Give only the number of lines in the records below that contain the word "overflow".
Data supplied section start
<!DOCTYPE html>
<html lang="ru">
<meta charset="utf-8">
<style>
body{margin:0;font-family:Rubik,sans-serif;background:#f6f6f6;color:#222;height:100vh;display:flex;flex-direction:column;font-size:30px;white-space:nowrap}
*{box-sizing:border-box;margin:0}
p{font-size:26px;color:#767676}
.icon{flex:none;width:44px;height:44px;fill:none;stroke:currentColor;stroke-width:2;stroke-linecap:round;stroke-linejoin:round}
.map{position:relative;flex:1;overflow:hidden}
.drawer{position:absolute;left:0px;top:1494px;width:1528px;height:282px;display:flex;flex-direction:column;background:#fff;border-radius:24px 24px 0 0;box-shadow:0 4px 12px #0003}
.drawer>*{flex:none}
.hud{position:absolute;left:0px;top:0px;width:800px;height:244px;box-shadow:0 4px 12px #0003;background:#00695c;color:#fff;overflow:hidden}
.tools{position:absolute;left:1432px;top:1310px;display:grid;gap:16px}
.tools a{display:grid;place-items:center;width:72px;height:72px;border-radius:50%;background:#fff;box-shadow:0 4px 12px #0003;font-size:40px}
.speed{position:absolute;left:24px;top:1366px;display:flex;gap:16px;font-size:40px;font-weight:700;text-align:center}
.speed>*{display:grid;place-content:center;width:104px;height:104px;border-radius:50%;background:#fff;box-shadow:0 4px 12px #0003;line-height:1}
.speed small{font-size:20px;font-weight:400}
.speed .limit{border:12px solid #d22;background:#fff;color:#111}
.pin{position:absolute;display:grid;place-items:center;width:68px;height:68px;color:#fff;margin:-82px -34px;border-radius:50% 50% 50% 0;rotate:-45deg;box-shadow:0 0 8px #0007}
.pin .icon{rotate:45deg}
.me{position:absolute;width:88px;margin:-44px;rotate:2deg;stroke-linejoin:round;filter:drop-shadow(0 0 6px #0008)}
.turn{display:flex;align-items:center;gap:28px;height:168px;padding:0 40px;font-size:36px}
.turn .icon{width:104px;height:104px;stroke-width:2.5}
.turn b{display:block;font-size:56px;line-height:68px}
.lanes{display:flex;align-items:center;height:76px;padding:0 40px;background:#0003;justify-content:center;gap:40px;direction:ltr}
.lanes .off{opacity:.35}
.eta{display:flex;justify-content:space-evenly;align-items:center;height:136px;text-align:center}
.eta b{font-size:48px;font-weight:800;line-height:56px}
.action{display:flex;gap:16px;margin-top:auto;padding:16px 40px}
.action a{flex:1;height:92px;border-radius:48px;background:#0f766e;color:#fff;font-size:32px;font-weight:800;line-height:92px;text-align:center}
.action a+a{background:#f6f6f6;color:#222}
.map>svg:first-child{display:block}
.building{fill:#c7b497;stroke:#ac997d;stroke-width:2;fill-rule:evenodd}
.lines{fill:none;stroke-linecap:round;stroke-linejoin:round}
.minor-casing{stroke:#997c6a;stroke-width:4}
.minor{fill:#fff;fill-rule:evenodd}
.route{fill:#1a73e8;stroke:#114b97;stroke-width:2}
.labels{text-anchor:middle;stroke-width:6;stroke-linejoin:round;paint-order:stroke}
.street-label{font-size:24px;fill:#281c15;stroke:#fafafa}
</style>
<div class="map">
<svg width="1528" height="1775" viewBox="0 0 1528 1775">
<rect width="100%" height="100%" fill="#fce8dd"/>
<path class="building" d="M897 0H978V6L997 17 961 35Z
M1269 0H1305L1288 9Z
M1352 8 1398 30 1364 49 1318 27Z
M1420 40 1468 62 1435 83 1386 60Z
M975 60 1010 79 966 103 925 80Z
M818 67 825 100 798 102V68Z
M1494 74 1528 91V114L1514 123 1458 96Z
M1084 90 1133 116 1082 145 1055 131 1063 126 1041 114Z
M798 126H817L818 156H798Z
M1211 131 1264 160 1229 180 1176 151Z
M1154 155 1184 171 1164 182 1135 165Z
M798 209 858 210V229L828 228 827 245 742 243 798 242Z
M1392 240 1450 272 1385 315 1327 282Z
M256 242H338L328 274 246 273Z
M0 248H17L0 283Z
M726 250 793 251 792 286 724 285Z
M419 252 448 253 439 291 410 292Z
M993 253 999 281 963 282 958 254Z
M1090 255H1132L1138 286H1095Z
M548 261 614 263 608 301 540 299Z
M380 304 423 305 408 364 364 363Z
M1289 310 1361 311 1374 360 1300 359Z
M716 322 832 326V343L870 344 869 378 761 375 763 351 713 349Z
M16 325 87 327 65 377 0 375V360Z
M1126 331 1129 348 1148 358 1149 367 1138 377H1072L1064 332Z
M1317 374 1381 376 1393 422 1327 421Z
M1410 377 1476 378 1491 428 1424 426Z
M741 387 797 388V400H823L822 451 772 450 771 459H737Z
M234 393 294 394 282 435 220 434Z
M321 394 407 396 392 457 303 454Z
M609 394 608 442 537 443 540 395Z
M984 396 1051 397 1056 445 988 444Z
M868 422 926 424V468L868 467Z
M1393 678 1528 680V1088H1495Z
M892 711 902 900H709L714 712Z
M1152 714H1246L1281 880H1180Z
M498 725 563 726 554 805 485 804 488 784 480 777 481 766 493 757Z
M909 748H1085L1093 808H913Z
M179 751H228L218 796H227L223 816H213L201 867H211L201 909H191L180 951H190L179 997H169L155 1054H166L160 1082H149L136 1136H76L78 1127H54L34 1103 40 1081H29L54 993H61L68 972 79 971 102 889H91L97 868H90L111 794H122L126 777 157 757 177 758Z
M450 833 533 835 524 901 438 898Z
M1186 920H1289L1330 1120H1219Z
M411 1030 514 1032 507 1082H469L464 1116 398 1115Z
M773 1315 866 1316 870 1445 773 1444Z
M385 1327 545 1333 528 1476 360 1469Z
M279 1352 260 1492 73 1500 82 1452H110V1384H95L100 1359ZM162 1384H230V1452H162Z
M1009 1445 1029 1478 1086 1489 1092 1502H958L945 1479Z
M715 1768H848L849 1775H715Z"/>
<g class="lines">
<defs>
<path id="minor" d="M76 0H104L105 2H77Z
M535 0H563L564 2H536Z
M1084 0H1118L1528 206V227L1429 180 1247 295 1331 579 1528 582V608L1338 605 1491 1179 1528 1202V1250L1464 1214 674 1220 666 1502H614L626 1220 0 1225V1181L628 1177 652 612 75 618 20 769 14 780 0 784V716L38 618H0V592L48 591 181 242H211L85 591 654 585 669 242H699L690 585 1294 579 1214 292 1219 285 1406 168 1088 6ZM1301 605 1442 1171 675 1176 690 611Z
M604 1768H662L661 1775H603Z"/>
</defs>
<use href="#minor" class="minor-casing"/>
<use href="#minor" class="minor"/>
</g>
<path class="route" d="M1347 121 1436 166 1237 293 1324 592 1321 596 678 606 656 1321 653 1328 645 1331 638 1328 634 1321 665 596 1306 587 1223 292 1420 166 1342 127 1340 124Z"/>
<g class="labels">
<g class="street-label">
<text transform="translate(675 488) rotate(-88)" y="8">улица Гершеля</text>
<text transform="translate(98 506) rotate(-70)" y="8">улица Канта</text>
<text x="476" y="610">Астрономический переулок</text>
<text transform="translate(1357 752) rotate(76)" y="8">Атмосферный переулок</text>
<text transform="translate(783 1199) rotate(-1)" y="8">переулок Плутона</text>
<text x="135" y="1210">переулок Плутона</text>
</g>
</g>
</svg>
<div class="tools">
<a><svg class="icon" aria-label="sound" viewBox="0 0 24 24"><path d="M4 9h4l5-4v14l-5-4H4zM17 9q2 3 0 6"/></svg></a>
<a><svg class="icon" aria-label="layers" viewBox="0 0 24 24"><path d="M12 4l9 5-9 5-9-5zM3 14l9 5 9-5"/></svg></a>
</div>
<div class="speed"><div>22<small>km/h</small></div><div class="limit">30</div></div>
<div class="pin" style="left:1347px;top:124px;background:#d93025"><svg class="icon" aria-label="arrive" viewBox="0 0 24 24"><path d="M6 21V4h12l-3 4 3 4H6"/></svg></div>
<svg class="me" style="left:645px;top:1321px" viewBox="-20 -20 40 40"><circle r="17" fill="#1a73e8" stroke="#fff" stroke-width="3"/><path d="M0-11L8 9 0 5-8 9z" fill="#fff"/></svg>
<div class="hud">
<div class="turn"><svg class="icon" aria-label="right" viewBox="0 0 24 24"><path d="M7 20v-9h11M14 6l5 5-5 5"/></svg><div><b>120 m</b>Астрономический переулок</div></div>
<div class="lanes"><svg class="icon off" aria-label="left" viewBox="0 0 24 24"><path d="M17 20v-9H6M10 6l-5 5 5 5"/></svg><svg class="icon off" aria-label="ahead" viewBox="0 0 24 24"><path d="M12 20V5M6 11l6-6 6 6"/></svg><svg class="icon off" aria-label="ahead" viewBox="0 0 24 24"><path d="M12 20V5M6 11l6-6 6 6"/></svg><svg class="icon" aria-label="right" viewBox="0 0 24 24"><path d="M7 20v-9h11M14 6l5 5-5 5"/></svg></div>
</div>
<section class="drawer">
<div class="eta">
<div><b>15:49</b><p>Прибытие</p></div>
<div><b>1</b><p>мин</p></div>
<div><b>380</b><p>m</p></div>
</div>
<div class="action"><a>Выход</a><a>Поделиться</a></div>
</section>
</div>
Data supplied section end
* [Task output] 2